Village in Wiltshire, England

Baverstock is a small village and former civil parish, now in the parish of Dinton, in Wiltshire, England, about 7 mi west of Salisbury. The village has 10 private dwellings, a church and several farm buildings. The manor of Hurdcott, a hamlet of a few houses, lies to the southwest of the village (not to be confused with Hurdcott near Winterbourne Earls). In 1931 the parish had a population of 43.

The name Baverstock derives from the Old English Babbastoc meaning 'Babba's place'.

To the north of the village is cultivated chalk downland and extensive mixed woodland. To the south the village is bordered by the River Nadder meandering through water meadows. The road through the village from the B3089 terminates in unmetalled farm track.

Baverstock civil parish was reduced in size when its southeast part, including Hurdcott hamlet, was transferred to Barford St Martin on 24 March 1884; the whole of Baverstock parish was absorbed into Dinton on 1 April 1934.

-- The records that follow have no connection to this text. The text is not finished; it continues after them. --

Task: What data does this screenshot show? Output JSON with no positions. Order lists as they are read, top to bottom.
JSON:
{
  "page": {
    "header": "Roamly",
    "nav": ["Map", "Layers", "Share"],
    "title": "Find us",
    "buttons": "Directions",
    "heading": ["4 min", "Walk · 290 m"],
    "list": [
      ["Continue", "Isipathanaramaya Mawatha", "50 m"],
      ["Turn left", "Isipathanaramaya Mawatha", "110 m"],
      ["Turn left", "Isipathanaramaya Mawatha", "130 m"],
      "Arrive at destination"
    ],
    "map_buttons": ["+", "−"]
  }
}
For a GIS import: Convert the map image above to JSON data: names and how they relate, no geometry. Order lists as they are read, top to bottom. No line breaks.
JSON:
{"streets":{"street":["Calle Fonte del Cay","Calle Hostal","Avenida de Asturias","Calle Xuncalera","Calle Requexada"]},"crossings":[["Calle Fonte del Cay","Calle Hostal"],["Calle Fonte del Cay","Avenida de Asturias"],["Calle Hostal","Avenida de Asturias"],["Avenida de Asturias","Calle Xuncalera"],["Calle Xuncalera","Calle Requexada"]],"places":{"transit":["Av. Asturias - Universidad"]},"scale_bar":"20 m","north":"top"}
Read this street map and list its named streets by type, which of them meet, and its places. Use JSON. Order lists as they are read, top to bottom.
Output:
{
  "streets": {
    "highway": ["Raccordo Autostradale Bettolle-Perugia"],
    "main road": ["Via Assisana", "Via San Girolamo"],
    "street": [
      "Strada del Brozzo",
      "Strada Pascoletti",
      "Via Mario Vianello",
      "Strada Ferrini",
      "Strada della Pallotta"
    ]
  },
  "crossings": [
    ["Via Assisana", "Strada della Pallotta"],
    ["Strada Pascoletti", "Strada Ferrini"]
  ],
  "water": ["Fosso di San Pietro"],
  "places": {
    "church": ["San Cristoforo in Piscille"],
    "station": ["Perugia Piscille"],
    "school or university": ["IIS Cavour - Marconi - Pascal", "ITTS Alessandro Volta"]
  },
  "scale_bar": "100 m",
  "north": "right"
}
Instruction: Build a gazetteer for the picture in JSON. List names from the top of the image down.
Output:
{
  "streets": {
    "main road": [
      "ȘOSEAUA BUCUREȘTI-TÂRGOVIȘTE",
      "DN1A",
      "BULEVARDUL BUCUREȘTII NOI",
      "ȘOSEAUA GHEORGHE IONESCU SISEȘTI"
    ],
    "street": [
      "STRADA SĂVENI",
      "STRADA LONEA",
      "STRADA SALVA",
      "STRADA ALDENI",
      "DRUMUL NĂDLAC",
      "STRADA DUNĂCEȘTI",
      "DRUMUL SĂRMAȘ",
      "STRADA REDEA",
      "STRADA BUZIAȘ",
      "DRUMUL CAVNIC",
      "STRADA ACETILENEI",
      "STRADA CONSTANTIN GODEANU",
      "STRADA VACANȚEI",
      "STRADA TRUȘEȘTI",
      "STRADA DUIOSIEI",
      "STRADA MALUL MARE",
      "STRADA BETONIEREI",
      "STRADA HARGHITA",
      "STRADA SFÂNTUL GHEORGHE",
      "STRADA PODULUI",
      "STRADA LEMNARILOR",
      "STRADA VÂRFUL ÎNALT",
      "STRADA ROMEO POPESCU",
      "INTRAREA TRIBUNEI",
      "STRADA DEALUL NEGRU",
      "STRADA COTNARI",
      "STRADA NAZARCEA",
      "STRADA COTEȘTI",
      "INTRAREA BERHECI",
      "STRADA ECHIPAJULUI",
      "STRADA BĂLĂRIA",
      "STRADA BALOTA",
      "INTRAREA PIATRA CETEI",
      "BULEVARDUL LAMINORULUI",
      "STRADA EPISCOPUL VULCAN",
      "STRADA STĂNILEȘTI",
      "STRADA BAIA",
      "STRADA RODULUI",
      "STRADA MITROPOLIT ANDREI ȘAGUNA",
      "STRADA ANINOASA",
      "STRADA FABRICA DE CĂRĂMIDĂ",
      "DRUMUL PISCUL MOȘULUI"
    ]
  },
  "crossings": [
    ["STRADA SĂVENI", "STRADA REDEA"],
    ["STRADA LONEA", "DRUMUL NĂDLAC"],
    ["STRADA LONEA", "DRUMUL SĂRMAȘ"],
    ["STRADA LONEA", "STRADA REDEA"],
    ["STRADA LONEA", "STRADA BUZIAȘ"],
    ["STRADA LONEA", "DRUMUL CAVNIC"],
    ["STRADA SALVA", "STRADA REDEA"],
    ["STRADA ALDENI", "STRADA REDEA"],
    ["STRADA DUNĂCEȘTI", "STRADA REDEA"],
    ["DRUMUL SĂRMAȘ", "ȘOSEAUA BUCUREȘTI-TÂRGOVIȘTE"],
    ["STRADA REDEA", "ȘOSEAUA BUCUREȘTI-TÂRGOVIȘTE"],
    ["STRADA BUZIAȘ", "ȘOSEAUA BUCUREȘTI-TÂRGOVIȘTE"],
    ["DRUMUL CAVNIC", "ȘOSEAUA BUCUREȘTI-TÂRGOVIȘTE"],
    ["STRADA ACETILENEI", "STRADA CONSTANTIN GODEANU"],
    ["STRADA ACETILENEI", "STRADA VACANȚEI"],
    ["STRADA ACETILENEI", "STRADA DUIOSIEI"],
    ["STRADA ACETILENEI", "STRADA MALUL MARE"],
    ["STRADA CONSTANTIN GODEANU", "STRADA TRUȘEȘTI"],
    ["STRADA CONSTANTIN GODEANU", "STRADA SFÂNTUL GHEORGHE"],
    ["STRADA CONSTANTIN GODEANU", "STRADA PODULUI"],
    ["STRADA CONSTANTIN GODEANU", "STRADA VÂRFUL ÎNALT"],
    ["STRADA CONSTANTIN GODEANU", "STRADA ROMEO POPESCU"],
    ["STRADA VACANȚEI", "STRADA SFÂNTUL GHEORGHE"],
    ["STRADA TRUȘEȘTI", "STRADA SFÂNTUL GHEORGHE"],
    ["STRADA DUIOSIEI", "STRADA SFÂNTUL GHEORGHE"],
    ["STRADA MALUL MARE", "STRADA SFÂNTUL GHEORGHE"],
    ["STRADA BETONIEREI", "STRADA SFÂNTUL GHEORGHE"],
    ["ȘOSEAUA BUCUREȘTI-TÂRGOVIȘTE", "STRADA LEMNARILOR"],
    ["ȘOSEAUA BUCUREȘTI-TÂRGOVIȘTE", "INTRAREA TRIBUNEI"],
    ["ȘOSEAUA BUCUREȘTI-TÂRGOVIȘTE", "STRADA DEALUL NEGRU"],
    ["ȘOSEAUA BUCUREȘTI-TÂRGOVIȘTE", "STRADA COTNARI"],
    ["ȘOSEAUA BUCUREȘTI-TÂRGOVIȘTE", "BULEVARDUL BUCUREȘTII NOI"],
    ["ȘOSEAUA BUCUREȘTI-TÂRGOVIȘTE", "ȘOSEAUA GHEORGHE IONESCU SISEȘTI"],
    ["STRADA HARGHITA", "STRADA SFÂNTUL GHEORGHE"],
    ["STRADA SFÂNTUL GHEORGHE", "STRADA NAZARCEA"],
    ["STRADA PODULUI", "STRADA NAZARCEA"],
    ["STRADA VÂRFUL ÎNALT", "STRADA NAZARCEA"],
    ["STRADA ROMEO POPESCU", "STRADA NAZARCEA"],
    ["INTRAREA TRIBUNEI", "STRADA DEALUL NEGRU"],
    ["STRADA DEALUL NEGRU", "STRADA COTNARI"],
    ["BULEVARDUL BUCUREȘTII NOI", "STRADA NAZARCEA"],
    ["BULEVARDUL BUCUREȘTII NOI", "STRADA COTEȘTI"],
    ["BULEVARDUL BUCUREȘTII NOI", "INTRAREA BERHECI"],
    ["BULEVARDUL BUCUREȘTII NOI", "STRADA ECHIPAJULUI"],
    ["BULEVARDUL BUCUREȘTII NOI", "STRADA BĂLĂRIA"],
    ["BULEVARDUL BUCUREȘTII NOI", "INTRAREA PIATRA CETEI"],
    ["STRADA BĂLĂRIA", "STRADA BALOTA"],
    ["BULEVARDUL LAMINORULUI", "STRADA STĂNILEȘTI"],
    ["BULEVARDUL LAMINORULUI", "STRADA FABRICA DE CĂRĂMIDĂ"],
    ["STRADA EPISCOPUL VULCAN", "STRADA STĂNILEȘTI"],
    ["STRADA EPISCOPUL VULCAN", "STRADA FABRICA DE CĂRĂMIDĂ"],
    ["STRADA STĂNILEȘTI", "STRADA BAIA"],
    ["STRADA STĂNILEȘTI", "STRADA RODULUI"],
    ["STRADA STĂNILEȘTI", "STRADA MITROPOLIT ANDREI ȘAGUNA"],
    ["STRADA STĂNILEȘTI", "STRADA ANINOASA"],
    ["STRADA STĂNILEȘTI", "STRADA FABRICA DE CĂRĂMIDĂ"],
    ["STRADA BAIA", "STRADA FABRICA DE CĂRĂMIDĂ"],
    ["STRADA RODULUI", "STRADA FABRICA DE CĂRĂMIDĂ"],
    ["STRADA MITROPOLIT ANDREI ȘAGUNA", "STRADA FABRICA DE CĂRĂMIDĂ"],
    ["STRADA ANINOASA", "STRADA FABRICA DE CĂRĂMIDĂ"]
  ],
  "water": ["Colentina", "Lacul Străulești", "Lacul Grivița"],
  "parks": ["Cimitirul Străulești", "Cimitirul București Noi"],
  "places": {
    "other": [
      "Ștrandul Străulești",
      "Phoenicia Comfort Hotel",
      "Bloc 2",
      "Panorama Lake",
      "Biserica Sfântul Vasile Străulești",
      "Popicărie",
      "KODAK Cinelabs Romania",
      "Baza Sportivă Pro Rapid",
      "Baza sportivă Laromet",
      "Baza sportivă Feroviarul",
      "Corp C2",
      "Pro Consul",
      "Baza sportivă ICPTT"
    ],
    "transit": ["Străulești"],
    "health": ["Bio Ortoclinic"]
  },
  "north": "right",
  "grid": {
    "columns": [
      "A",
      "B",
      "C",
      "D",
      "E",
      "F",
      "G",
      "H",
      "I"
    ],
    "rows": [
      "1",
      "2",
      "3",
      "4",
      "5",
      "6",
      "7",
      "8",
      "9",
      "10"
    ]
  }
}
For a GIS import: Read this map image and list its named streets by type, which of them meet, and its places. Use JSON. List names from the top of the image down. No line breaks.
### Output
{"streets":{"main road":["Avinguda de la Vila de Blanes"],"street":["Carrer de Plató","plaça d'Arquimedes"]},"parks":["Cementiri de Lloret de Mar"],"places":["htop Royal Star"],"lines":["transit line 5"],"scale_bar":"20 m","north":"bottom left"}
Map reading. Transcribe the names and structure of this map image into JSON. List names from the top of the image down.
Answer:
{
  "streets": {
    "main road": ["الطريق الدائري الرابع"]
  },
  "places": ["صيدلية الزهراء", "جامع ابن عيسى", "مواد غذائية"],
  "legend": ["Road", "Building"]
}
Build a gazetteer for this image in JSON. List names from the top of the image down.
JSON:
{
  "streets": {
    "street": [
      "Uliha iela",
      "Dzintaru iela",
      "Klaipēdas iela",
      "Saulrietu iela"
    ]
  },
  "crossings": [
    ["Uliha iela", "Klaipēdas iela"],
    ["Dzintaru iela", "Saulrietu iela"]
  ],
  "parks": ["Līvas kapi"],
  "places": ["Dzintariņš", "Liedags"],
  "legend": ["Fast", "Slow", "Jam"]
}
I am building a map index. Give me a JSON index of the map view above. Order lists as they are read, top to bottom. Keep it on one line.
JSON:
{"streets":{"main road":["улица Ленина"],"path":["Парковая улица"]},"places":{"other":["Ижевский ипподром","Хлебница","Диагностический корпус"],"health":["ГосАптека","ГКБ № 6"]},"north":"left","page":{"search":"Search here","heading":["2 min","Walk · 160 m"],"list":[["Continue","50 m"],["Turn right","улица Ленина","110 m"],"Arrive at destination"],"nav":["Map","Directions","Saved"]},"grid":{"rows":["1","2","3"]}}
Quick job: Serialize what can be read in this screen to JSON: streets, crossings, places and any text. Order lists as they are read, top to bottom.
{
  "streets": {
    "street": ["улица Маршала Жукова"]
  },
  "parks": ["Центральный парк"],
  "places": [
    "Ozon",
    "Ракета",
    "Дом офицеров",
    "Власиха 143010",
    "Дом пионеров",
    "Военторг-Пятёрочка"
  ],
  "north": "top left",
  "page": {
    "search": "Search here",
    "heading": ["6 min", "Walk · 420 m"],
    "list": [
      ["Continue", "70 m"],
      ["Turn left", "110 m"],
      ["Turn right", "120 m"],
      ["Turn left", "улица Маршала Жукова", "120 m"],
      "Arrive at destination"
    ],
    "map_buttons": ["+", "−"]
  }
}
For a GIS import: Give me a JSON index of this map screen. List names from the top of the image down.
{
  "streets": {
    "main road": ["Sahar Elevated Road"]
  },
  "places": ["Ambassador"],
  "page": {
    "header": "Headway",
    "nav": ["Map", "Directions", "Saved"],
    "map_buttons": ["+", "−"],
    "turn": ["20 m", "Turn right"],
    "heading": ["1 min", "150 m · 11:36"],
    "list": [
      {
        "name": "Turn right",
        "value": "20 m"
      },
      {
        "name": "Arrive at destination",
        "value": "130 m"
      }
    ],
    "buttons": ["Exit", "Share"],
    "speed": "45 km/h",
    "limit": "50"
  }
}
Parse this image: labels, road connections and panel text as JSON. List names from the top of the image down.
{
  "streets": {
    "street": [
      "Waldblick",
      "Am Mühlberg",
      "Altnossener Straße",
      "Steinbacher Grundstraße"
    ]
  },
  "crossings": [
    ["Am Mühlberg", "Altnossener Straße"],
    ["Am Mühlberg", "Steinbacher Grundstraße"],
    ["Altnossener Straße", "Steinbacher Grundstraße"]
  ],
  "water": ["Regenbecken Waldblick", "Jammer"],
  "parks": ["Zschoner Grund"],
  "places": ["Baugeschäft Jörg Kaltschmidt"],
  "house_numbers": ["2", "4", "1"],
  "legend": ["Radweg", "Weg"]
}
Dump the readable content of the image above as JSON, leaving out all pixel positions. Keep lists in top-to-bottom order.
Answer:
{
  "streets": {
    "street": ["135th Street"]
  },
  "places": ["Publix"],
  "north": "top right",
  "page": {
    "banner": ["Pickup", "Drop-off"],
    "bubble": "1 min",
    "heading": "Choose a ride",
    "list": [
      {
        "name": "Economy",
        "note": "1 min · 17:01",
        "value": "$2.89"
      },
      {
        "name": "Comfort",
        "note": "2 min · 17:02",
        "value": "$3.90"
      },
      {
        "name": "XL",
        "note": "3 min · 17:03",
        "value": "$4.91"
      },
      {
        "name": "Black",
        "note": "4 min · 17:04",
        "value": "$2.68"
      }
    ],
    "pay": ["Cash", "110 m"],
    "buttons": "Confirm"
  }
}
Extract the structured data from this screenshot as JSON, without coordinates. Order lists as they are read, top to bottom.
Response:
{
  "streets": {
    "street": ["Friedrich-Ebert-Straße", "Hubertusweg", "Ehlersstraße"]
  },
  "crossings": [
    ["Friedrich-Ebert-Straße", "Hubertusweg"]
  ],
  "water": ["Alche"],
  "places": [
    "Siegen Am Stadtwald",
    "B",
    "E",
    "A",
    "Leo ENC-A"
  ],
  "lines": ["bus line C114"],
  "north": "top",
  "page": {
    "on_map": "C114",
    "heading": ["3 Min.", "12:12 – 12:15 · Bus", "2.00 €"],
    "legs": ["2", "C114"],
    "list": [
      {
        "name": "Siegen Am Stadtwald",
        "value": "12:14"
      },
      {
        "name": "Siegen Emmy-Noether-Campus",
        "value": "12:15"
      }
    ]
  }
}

North of the village lies Baverstock Juniper Bank, a 2.6 ha biological Site of Special Scientific Interest at .

== Church ==

The Church of England parish church of Saint Editha is dedicated to the Wiltshire saint Edith of Wilton and stands on the brow of a slope facing south across the Nadder valley. The building is from the 14th and 15th centuries, with restoration in 1880–1893 by William Butterfield. The building is Grade II* listed. The tower has a ring of three bells, two of which date from the 15th century. Today the church is part of the Nadder Valley team ministry.

The churchyard contains, among others, the graves of 32 Australian soldiers from World War I. Soldiers were encamped locally before being transported to the war theatre in France. The majority died from infectious illness.

== Manor ==

Baverstock Manor is a Grade II* listed house from the 16th century, with later alterations and 1930s restoration.

== Pub ==

Close to the B3089 is the Penruddocke Arms, a public house named for the Penruddocke family who lived in neighbouring Compton Chamberlayne during the 18th and 19th centuries.